The technical data would be good, dimensional data and weight as well as more details on the power rating....is 10kw the continuous rating? what is the peak?
300V & 200A = 60kw peak seems like a lot for a brushless hub motor...


----------



## Daanii (Sep 3, 2009)

ScottBear said:


> Of course the price comes down with the total number but I am committed to 20 at $1000 each so if any one would be interested in a couple let me know... They would be FOB from Phoenix...


If they work at 48 Volts I might be interested in buying two. How much do they weigh? What kind of controller do you use with them? Feel free to send me an email to my hotmail account at johnatevw.


----------



## ScottBear (Sep 20, 2008)

yes at 300 V and 200A that is 60 Kw... My man tells me that the motor is 10 Kw constant and can handle 18 to 20 Kw for a short time... I am trying to get better info but with his engrish I am not sure how that is going to work out... As for controllers, I am going to use a home made one...


----------



## Woodsmith (Jun 5, 2008)

ScottBear said:


> I am fairly new to this EV thing... I am looking at bringing in some 10KW DC brushless hub motors from Hong Kong for testing purposes... They are rated at 48 to 300 V and 200A to 400A... They are equipped with a brake rotor and rim for 15 inch tires... Of course the price comes down with the total number but I am committed to 20 at $1000 each so if any one would be interested in a couple let me know... They would be FOB from Phoenix... I have dealt with the man I am using for this deal before and he has always been reliable... I am having him track down some more technical data so I will keep you updated... If there is something you want to know then ask me and I can get an answer...

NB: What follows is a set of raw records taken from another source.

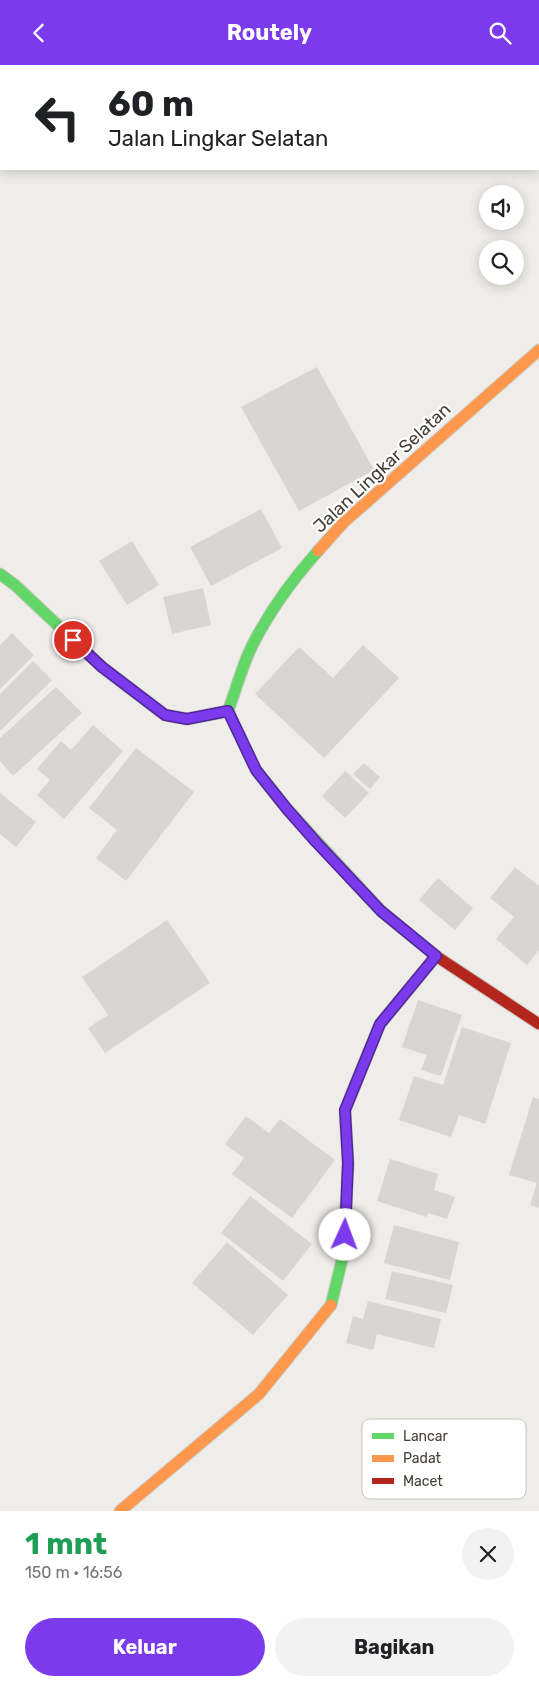 <!DOCTYPE html>
<html lang="id">
<head>
<meta charset="utf-8">
<style>
  body { margin:0; font-family:Rubik,sans-serif; background:#f2f2f2; color:#202124; height:100vh; display:flex; flex-direction:column; font-size:19px; white-space:nowrap }
  * { box-sizing:border-box; margin:0 }
  p { font-size:16px; color:#757577 }
  .icon { flex:none; width:28px; height:28px; fill:none; stroke:currentColor; stroke-width:2; stroke-linecap:round; stroke-linejoin:round }
  .map { position:relative; height:1446px; overflow:hidden }
  .panel { display:flex; flex-direction:column; background:#fff; flex:1 }
  .panel>* { flex:none }
  .hud { position:absolute; left:0px; top:0px; width:540px; height:105px; box-shadow:0 2px 12px #0003; background:#fff; color:#202124; overflow:hidden }
  .tools { position:absolute; left:479px; top:120px; display:grid; gap:10px }
  .tools a { display:grid; place-items:center; width:45px; height:45px; border-radius:50%; background:#fff; box-shadow:0 2px 12px #0003; font-size:25px }
  .pin { position:absolute; display:grid; place-items:center; width:42px; height:42px; color:#fff; margin:-21px; border:2px solid #fff; border-radius:50%; box-shadow:0 1px 5px #0007 }
  .me { position:absolute; width:55px; margin:-28px; rotate:2deg; stroke-linejoin:round; filter:drop-shadow(0 0 4px #0008) }
  .turn { display:flex; align-items:center; gap:18px; height:105px; padding:0 25px; font-size:22px }
  .turn .icon { width:65px; height:65px; stroke-width:2.5 }
  .turn b { display:block; font-size:35px; line-height:42px }
  .round { display:grid; place-items:center; flex:none; width:52px; height:52px; border-radius:26px; background:#f2f2f2 }
  .head { display:flex; align-items:center; justify-content:space-between; height:85px; padding:0 25px }
  h1 { font-size:30px; font-weight:700; line-height:38px; color:#1e9e55 }
  .cta { display:flex; gap:10px; margin-top:auto; padding:10px 25px }
  .cta a { flex:1; height:58px; border-radius:30px; background:#7c3aed; color:#fff; font-size:20px; font-weight:700; line-height:58px; text-align:center }
  .cta a+a { background:#f2f2f2; color:#202124 }
  header { display:flex; justify-content:space-between; align-items:center; height:65px; padding:0 25px; background:#7c3aed; color:#fff; font-size:22px; font-weight:700 }
  .map>svg:first-child { display:block }
  .building { fill:#d8d6d2 }
  .lines { fill:none; stroke-linecap:round; stroke-linejoin:round }
  .fast-casing { stroke:#cdc9c1; stroke-width:13 }
  .slow-casing { stroke:#cdc9c1; stroke-width:13 }
  .jam-casing { stroke:#cdc9c1; stroke-width:13 }
  .fast { stroke:#63d668; stroke-width:11 }
  .slow { stroke:#ff974d; stroke-width:11 }
  .jam { stroke:#b3261e; stroke-width:11 }
  .route-casing { stroke:#51269a; stroke-width:12 }
  .route { stroke:#7c3aed; stroke-width:9 }
  .labels { text-anchor:middle; dominant-baseline:central; stroke-width:4.5; stroke-linejoin:round; paint-order:stroke }
  .street-label { font-size:18px; fill:#433e37; stroke:#fff }
  .key { fill:#fff; stroke:#c7c5c3; stroke-width:1 }
  .key-label { font-size:14px; fill:#433e37 }
</style>
</head>
<body>
<header><svg class="icon" aria-label="back" viewBox="0 0 24 24"><path d="M15 5l-7 7 7 7"/></svg>Routely<svg class="icon" aria-label="search" viewBox="0 0 24 24"><circle cx="10" cy="10" r="6"/><path d="M15 15l6 6"/></svg></header>
<div class="map">
<svg width="539" height="1446" viewBox="0 0 539 1446">
  <rect width="100%" height="100%" fill="#efede9"/>
  <g class="building">
    <polygon points="317,302 374,405 299,446 241,342"/>
    <polygon points="261,444 282,483 211,521 190,482"/>
    <polygon points="132,476 159,520 127,540 99,496"/>
    <polygon points="203,523 211,560 172,569 163,532"/>
    <polygon points="12,568 34,590 0,624 0,580"/>
    <polygon points="363,580 399,613 324,693 255,629 299,582 333,613"/>
    <polygon points="33,596 52,615 0,666 0,629"/>
    <polygon points="56,622 82,648 13,711 0,696 0,673"/>
    <polygon points="93,660 123,686 64,754 37,730 50,715 37,704 61,676 71,685"/>
    <polygon points="136,683 194,727 126,816 96,793 117,765 89,743"/>
    <polygon points="364,698 380,712 370,724 353,709"/>
    <polygon points="345,706 369,728 345,753 322,731"/>
    <polygon points="0,728 36,757 16,782 0,769"/>
    <polygon points="515,802 539,821 539,885 527,900 496,874 514,852 490,833"/>
    <polygon points="438,813 473,843 455,865 419,835"/>
    <polygon points="167,855 210,918 105,988 88,963 108,950 82,912"/>
    <polygon points="418,935 462,950 441,1011 421,1005 427,990 402,982"/>
    <polygon points="462,962 511,978 485,1059 459,1050 451,1072 399,1055 414,1011 443,1020"/>
    <polygon points="533,1032 539,1034 539,1143 530,1140 537,1118 509,1110"/>
    <polygon points="246,1051 269,1068 280,1054 335,1095 292,1153 232,1109 244,1093 225,1079"/>
    <polygon points="390,1094 438,1109 434,1125 455,1132 447,1154 428,1148 427,1152 377,1136"/>
    <polygon points="250,1131 312,1179 283,1216 221,1168"/>
    <polygon points="394,1160 459,1177 450,1215 384,1198"/>
    <polygon points="227,1177 288,1230 253,1270 192,1218"/>
    <polygon points="392,1206 453,1220 446,1248 385,1234"/>
    <polygon points="368,1236 441,1254 434,1283 377,1269 373,1285 346,1278 353,1251 363,1254"/>
  </g>
  <g class="lines">
    <defs>
      <g id="fast">
        <path d="M318,486c-25,28 -49,61 -66,95 -10,20 -16,44 -24,65l28,59 31,39 94,102 55,45"/>
        <polyline points="0,509 15,520 102,602 165,650 187,654 228,646"/>
        <polyline points="331,1240 344,1187 348,1098 345,1045 380,959 436,891"/>
      </g>
      <g id="slow">
        <polyline points="318,486 343,458 539,285"/>
        <polyline points="120,1446 259,1329 331,1240"/>
      </g>
      <polyline id="jam" points="436,891 539,959"/>
    </defs>
    <use href="#fast" class="fast-casing"/>
    <use href="#slow" class="slow-casing"/>
    <use href="#jam" class="jam-casing"/>
    <use href="#fast" class="fast"/>
    <use href="#slow" class="slow"/>
    <use href="#jam" class="jam"/>
  </g>
  <g class="lines">
    <defs>
      <polyline id="route" points="73,575 102,602 165,650 187,654 228,646 256,705 287,744 316,777 381,846 436,891 380,959 345,1045 348,1098 345,1170"/>
    </defs>
    <use href="#route" class="route-casing"/>
    <use href="#route" class="route"/>
  </g>
  <g class="labels">
    <g class="street-label">
      <text transform="translate(382 403) rotate(-43)">Jalan Lingkar Selatan</text>
    </g>
  </g>
  <rect x="362" y="1354" width="164" height="80" rx="8" class="key"/>
  <rect x="372" y="1368" width="22" height="6" fill="#63d668"/>
  <rect x="372" y="1390" width="22" height="7" fill="#ff974d"/>
  <rect x="372" y="1413" width="22" height="6" fill="#b3261e"/>
  <g class="key-label">
    <text x="403" y="1376">Lancar</text>
    <text x="403" y="1398">Padat</text>
    <text x="403" y="1421">Macet</text>
  </g>
</svg>
<div class="tools">
<a><svg class="icon" aria-label="sound" viewBox="0 0 24 24"><path d="M4 9h4l5-4v14l-5-4H4zM17 9q2 3 0 6"/></svg></a>
<a><svg class="icon" aria-label="search" viewBox="0 0 24 24"><circle cx="10" cy="10" r="6"/><path d="M15 15l6 6"/></svg></a>
</div>
<div class="pin" style="left:73px;top:575px;background:#d93025"><svg class="icon" aria-label="arrive" viewBox="0 0 24 24"><path d="M6 21V4h12l-3 4 3 4H6"/></svg></div>
<svg class="me" style="left:345px;top:1170px" viewBox="-20 -20 40 40"><circle r="19" fill="#fff"/><path d="M0-13L10 11 0 6-10 11z" fill="#7c3aed"/></svg>
<div class="hud">
<div class="turn"><svg class="icon" aria-label="left" viewBox="0 0 24 24"><path d="M17 20v-9H6M10 6l-5 5 5 5"/></svg><div><b>60 m</b>Jalan Lingkar Selatan</div></div>
</div>
</div>
<section class="panel">
<div class="head"><div><h1>1 mnt</h1><p>150 m · 16:56</p></div><a class="round"><svg class="icon" aria-label="close" viewBox="0 0 24 24"><path d="M6 6l12 12M18 6L6 18"/></svg></a></div>
<div class="cta"><a>Keluar</a><a>Bagikan</a></div>
</section>
</body>
</html>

You sound like a potential vendor. Generally a DIY builder would show us the motor and the supplier and ask our opinions, especially when 'new to this EV thing...'. You seem to be in the role of the 'go between'.

This thread may get moved to the vendor's forum.


----------



## Bowser330 (Jun 15, 2008)

Woodsmith said:


> You sound like a potential vendor. Generally a DIY builder would show us the motor and the supplier and ask our opinions, especially when 'new to this EV thing...'. You seem to be in the role of the 'go between'.
> 
> This thread may get moved to the vendor's forum.


This also sounds very close to another vendor (Enertrac) offering of a 10kw cont. 30kw peak hub motor wired into a motorcycle rim...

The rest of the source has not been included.